Problem to solve >> Retype the records in full, and please keep the pictures out of the copy.
━━━━━ Exercise material
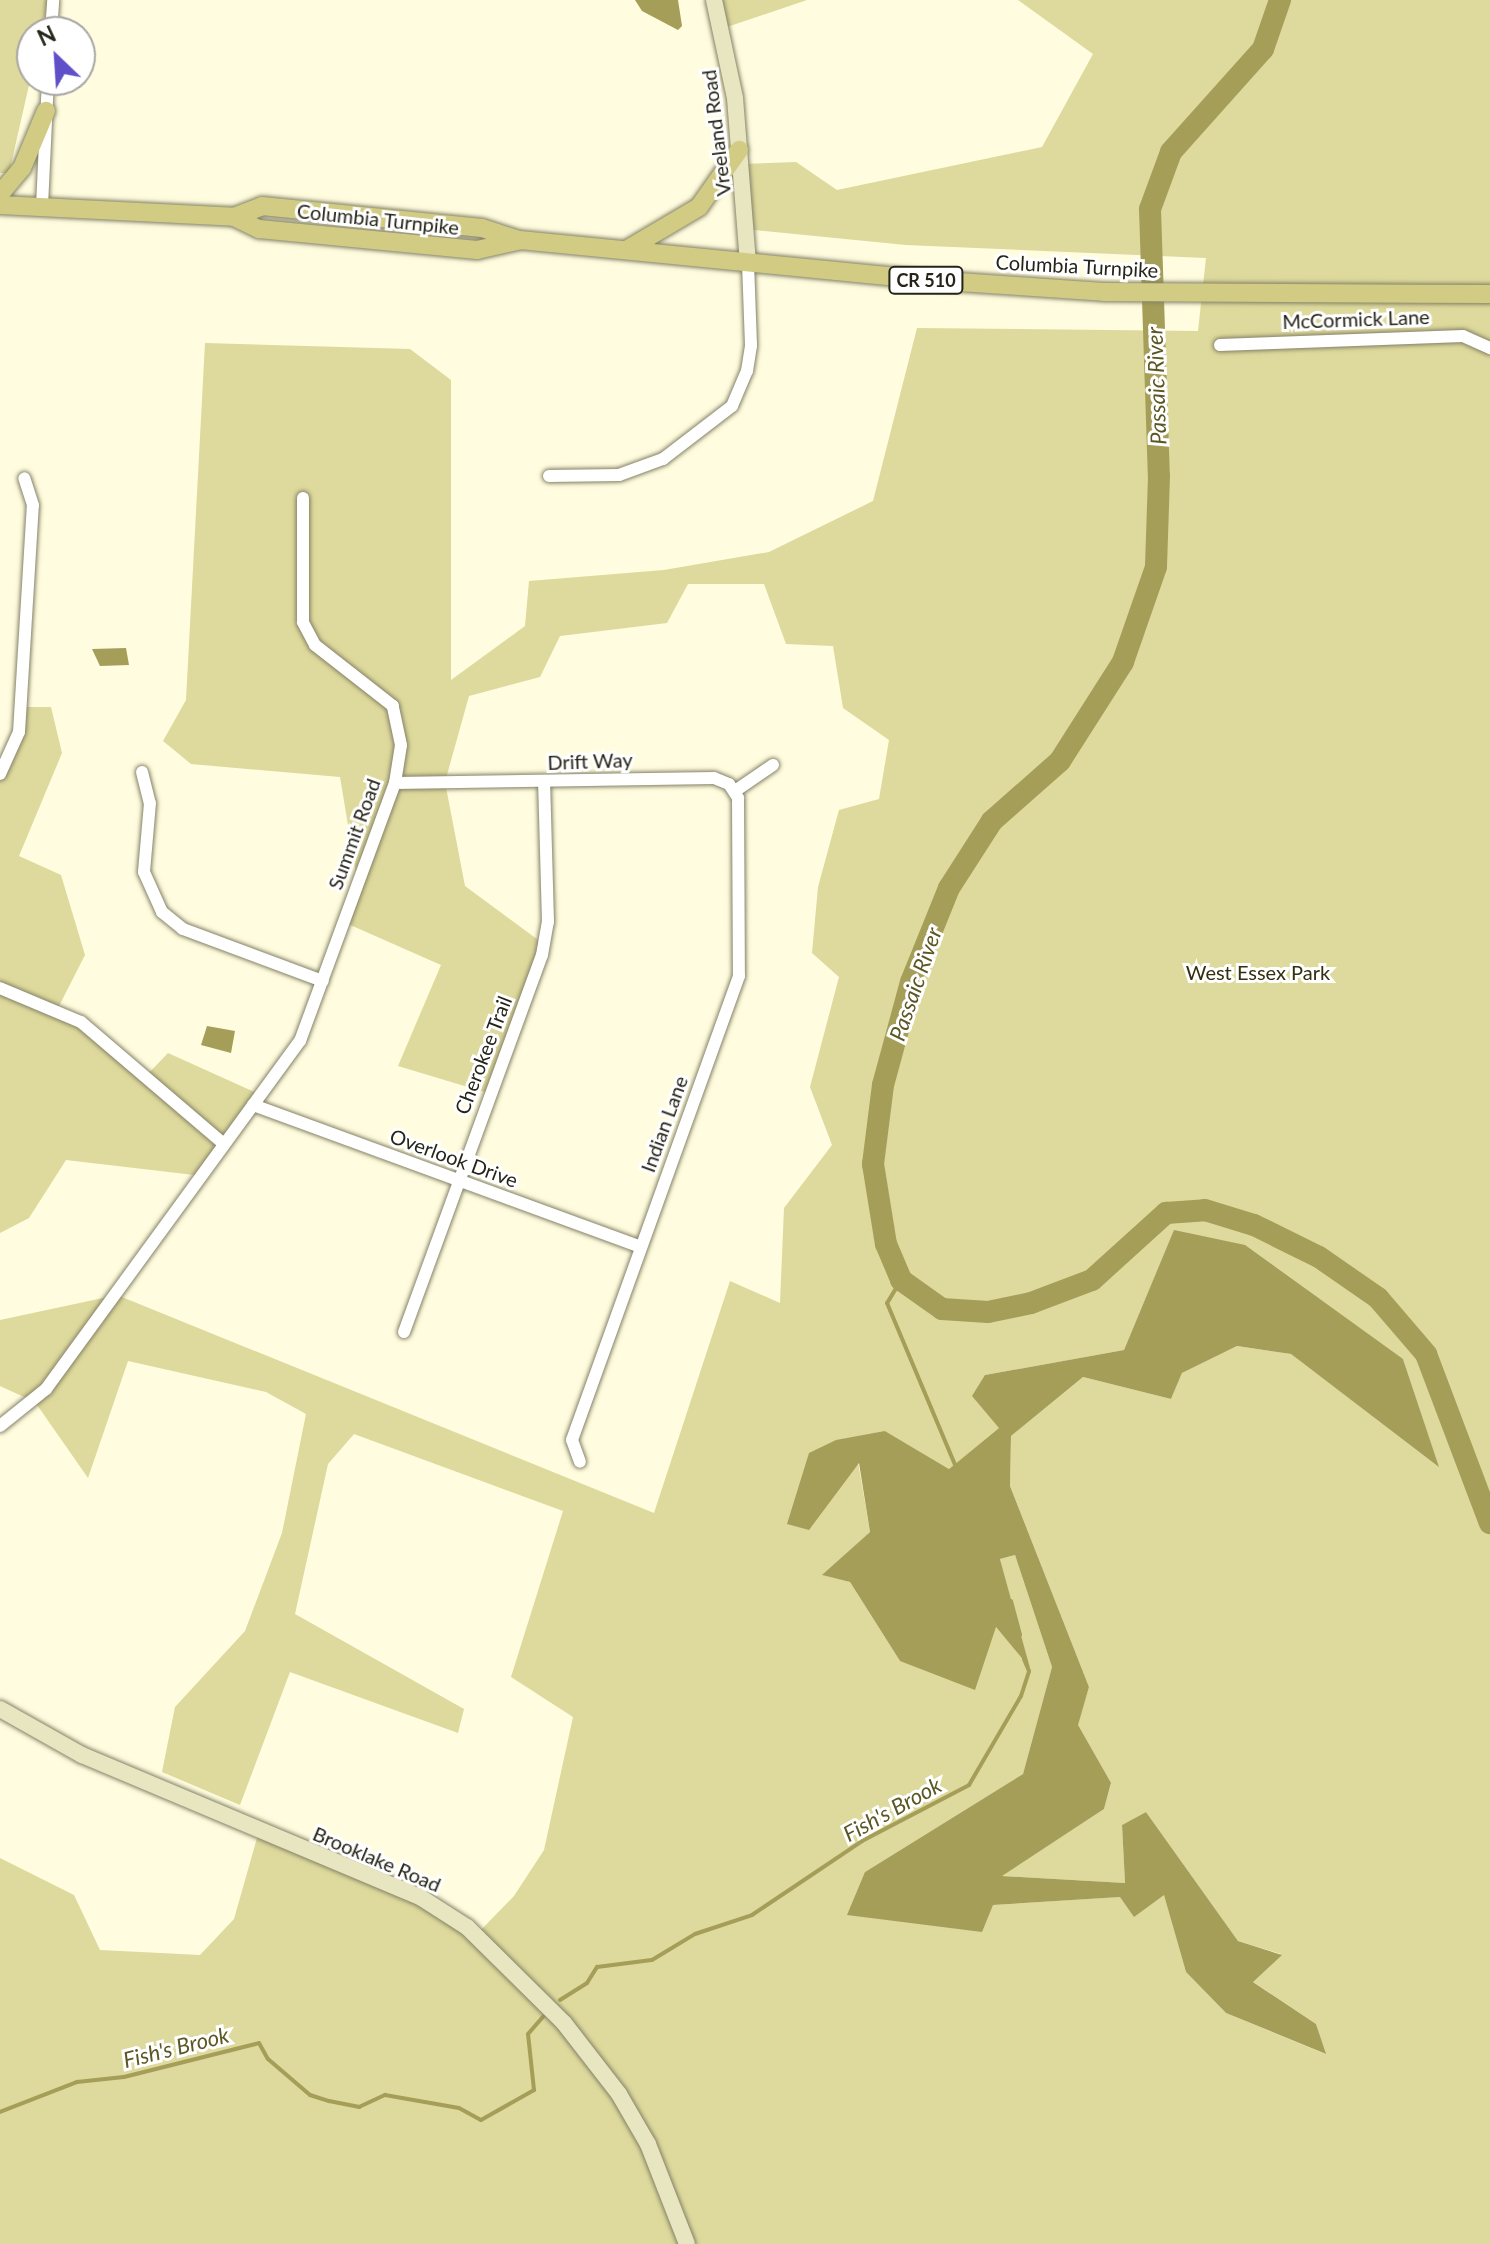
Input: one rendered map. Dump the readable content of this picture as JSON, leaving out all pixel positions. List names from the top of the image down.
{
  "streets": {
    "main road": ["Columbia Turnpike", "CR 510"],
    "street": [
      "Vreeland Road",
      "McCormick Lane",
      "Drift Way",
      "Summit Road",
      "Cherokee Trail",
      "Indian Lane",
      "Overlook Drive",
      "Brooklake Road"
    ]
  },
  "crossings": [
    ["Vreeland Road", "Columbia Turnpike"],
    ["Drift Way", "Summit Road"],
    ["Drift Way", "Cherokee Trail"],
    ["Drift Way", "Indian Lane"],
    ["Summit Road", "Overlook Drive"],
    ["Cherokee Trail", "Overlook Drive"],
    ["Indian Lane", "Overlook Drive"]
  ],
  "water": ["Passaic River", "Fish's Brook"],
  "parks": ["West Essex Park"],
  "north": "top left"
}
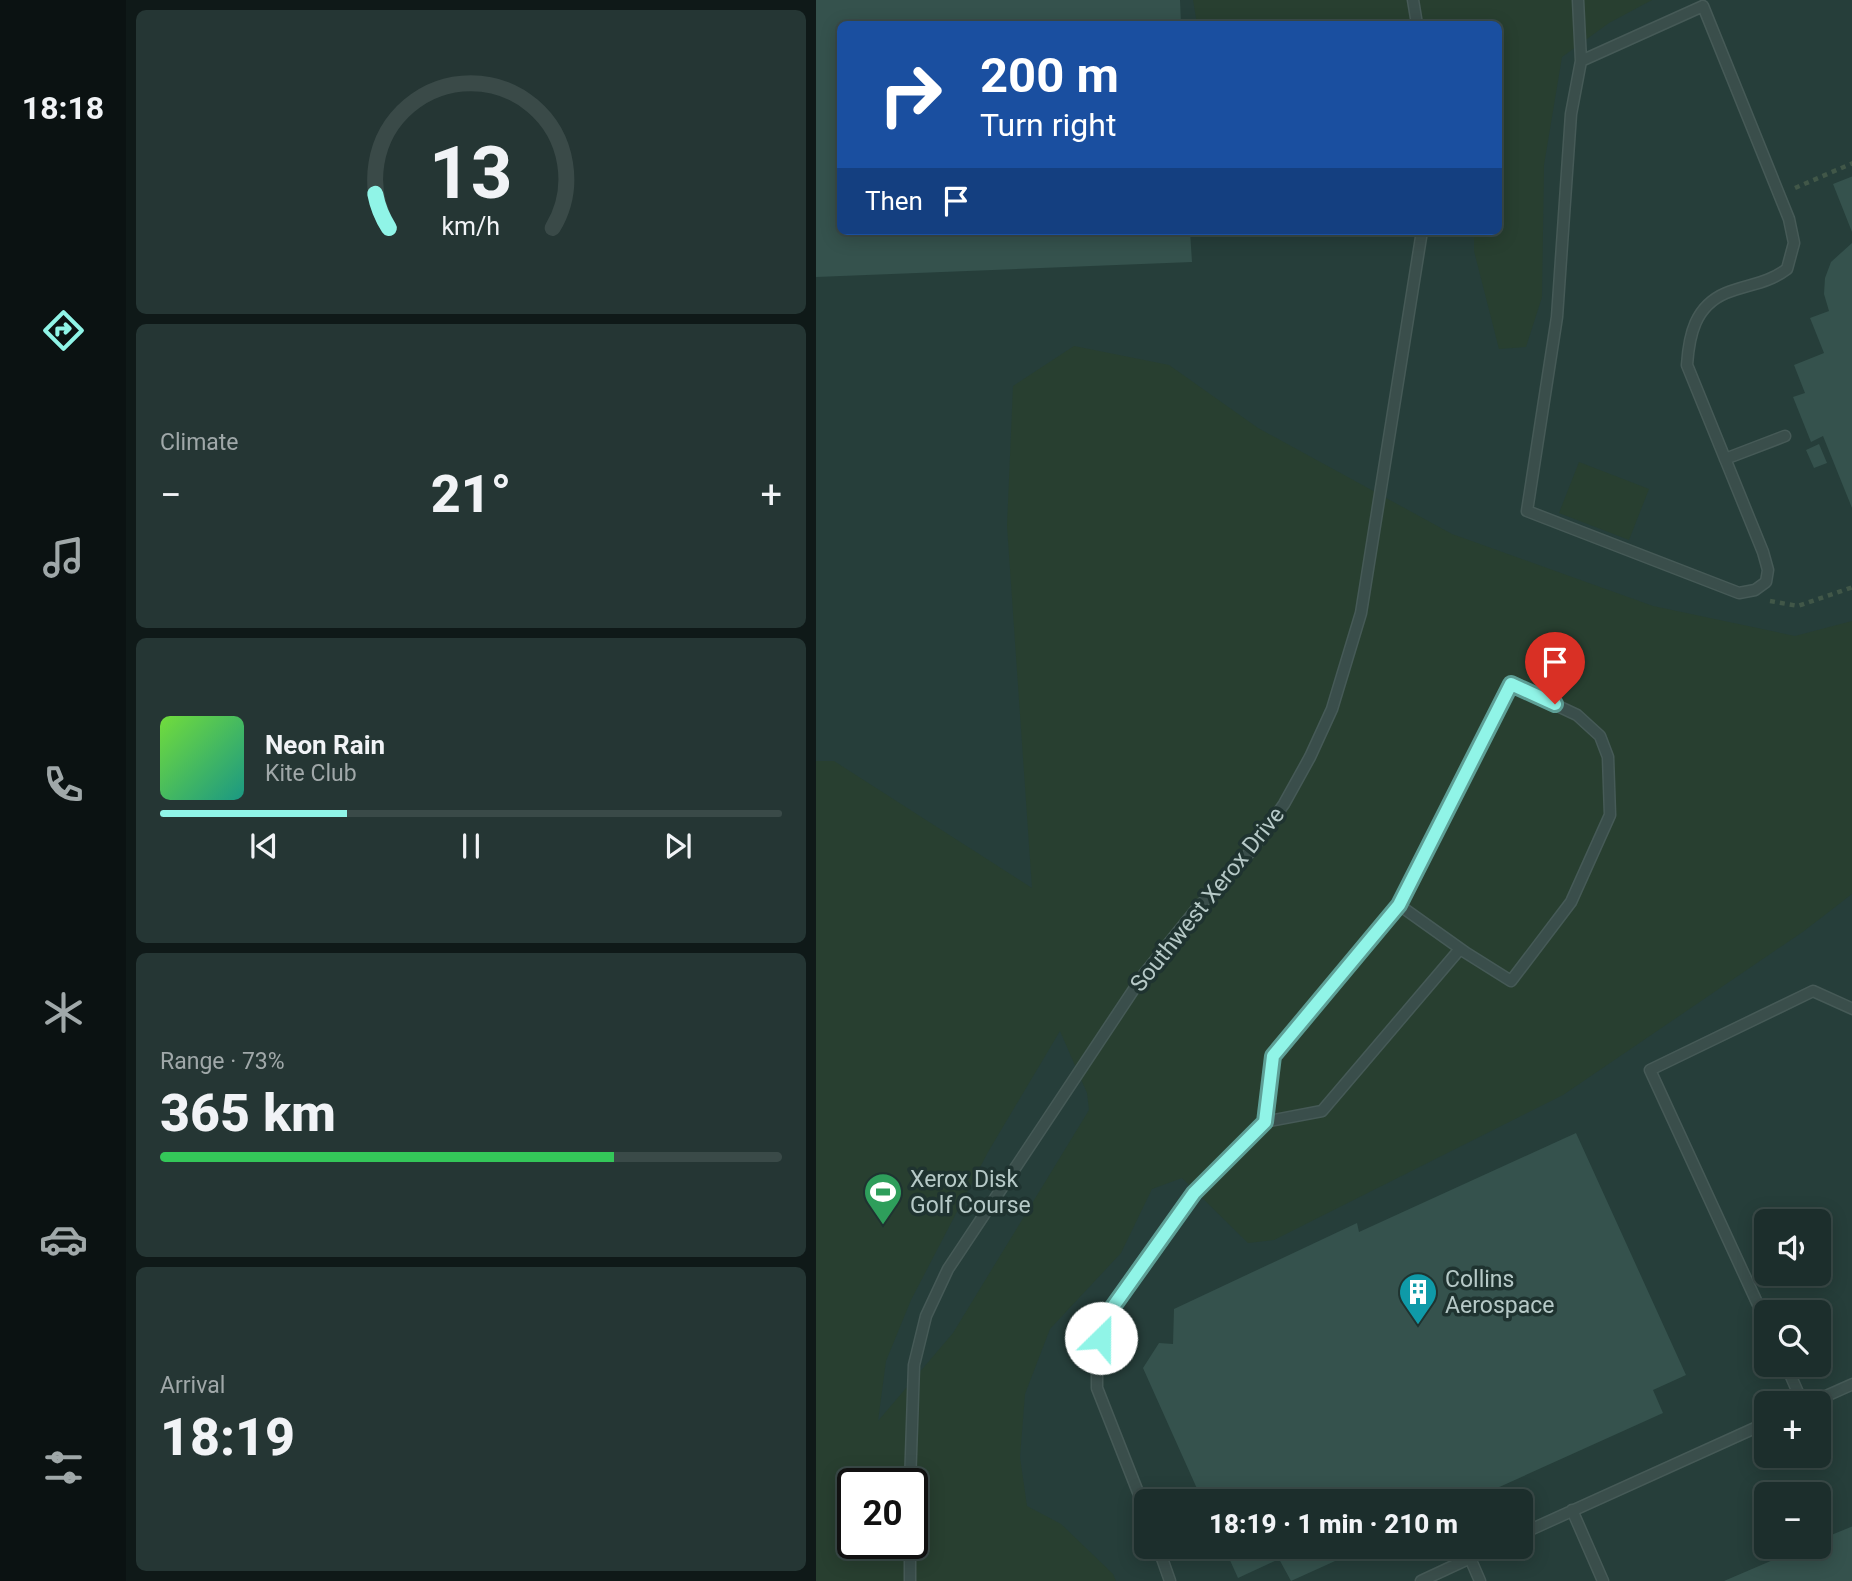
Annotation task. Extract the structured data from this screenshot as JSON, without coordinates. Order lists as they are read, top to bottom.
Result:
{
  "streets": {
    "lane": ["Southwest Xerox Drive"]
  },
  "places": {
    "sports": ["Xerox Disk Golf Course"],
    "building": ["Collins Aerospace"]
  },
  "page": {
    "tabs": "18:18",
    "turn": ["200 m", "Turn right"],
    "then": "Then",
    "tile": [
      "Climate",
      ["Range · 73%", "365 km"],
      ["Arrival", "18:19"]
    ],
    "heat": ["−", "21°", "+"],
    "song": ["Neon Rain", "Kite Club"],
    "map_buttons": ["+", "−"],
    "limit": "20",
    "trip": "18:19 · 1 min · 210 m",
    "gauge": ["13", "km/h"]
  }
}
━━━━━━━━━━
Task solution >>
Input: one rendered map. Dump the readable content of this picture as JSON, leaving out all pixel positions. List names from the top of the image down.
{
  "streets": {
    "main road": ["Columbia Turnpike", "CR 510"],
    "street": [
      "Vreeland Road",
      "McCormick Lane",
      "Drift Way",
      "Summit Road",
      "Cherokee Trail",
      "Indian Lane",
      "Overlook Drive",
      "Brooklake Road"
    ]
  },
  "crossings": [
    ["Vreeland Road", "Columbia Turnpike"],
    ["Drift Way", "Summit Road"],
    ["Drift Way", "Cherokee Trail"],
    ["Drift Way", "Indian Lane"],
    ["Summit Road", "Overlook Drive"],
    ["Cherokee Trail", "Overlook Drive"],
    ["Indian Lane", "Overlook Drive"]
  ],
  "water": ["Passaic River", "Fish's Brook"],
  "parks": ["West Essex Park"],
  "north": "top left"
}
Annotation task. Extract the structured data from this screenshot as JSON, without coordinates. Order lists as they are read, top to bottom.
Result:
{
  "streets": {
    "lane": ["Southwest Xerox Drive"]
  },
  "places": {
    "sports": ["Xerox Disk Golf Course"],
    "building": ["Collins Aerospace"]
  },
  "page": {
    "tabs": "18:18",
    "turn": ["200 m", "Turn right"],
    "then": "Then",
    "tile": [
      "Climate",
      ["Range · 73%", "365 km"],
      ["Arrival", "18:19"]
    ],
    "heat": ["−", "21°", "+"],
    "song": ["Neon Rain", "Kite Club"],
    "map_buttons": ["+", "−"],
    "limit": "20",
    "trip": "18:19 · 1 min · 210 m",
    "gauge": ["13", "km/h"]
  }
}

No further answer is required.